WHAT THE EXERCISE ASKS
Make an exact copy of the entries, and keep any pictures out of it.

DATA FOR THE TASK
-------------------------
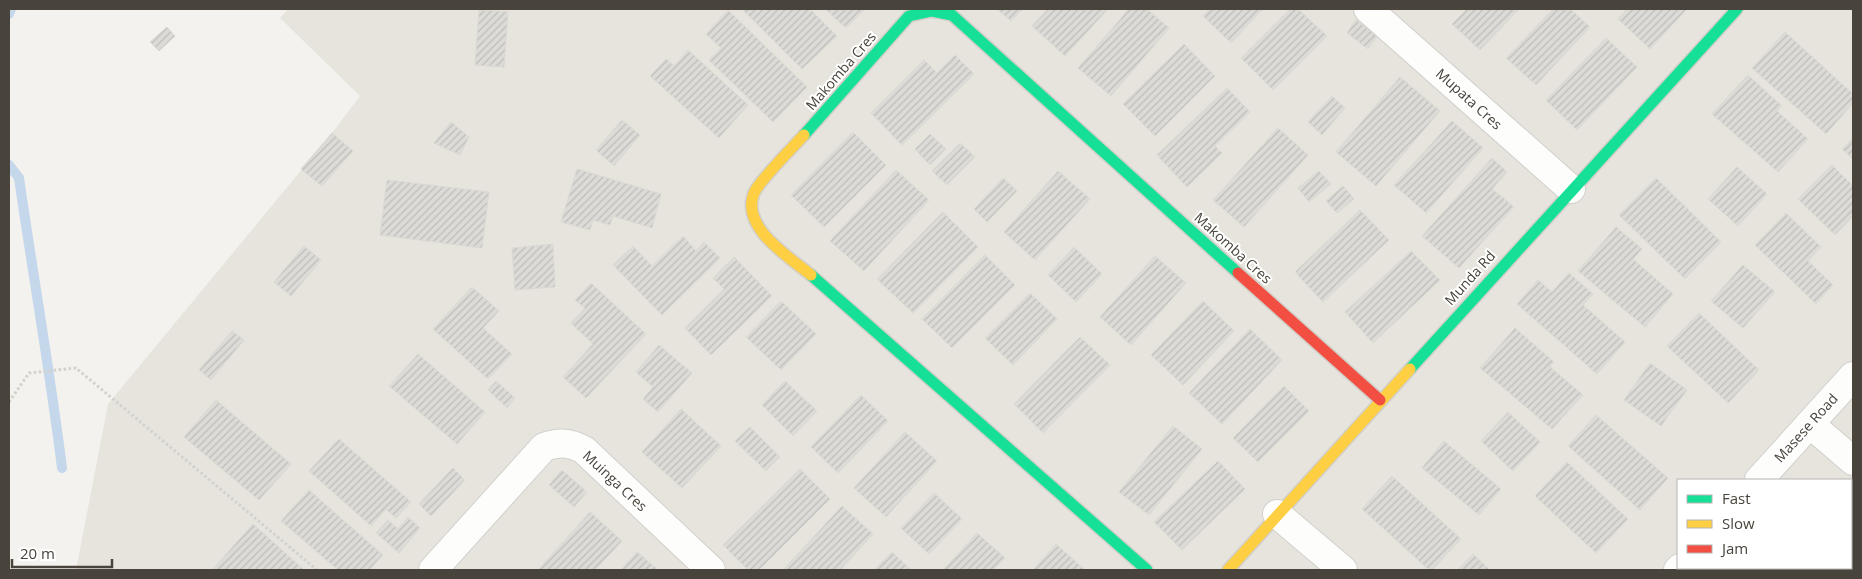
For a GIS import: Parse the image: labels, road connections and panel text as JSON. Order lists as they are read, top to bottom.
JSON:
{
  "streets": {
    "street": [
      "Makomba Cres",
      "Mupata Cres",
      "Munda Rd",
      "Masese Road",
      "Muinga Cres"
    ]
  },
  "crossings": [
    ["Makomba Cres", "Munda Rd"],
    ["Mupata Cres", "Munda Rd"]
  ],
  "legend": ["Fast", "Slow", "Jam"],
  "scale_bar": "20 m"
}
-------------------------
RESULT FOR THIS TASK
For a GIS import: Parse the image: labels, road connections and panel text as JSON. Order lists as they are read, top to bottom.
JSON:
{
  "streets": {
    "street": [
      "Makomba Cres",
      "Mupata Cres",
      "Munda Rd",
      "Masese Road",
      "Muinga Cres"
    ]
  },
  "crossings": [
    ["Makomba Cres", "Munda Rd"],
    ["Mupata Cres", "Munda Rd"]
  ],
  "legend": ["Fast", "Slow", "Jam"],
  "scale_bar": "20 m"
}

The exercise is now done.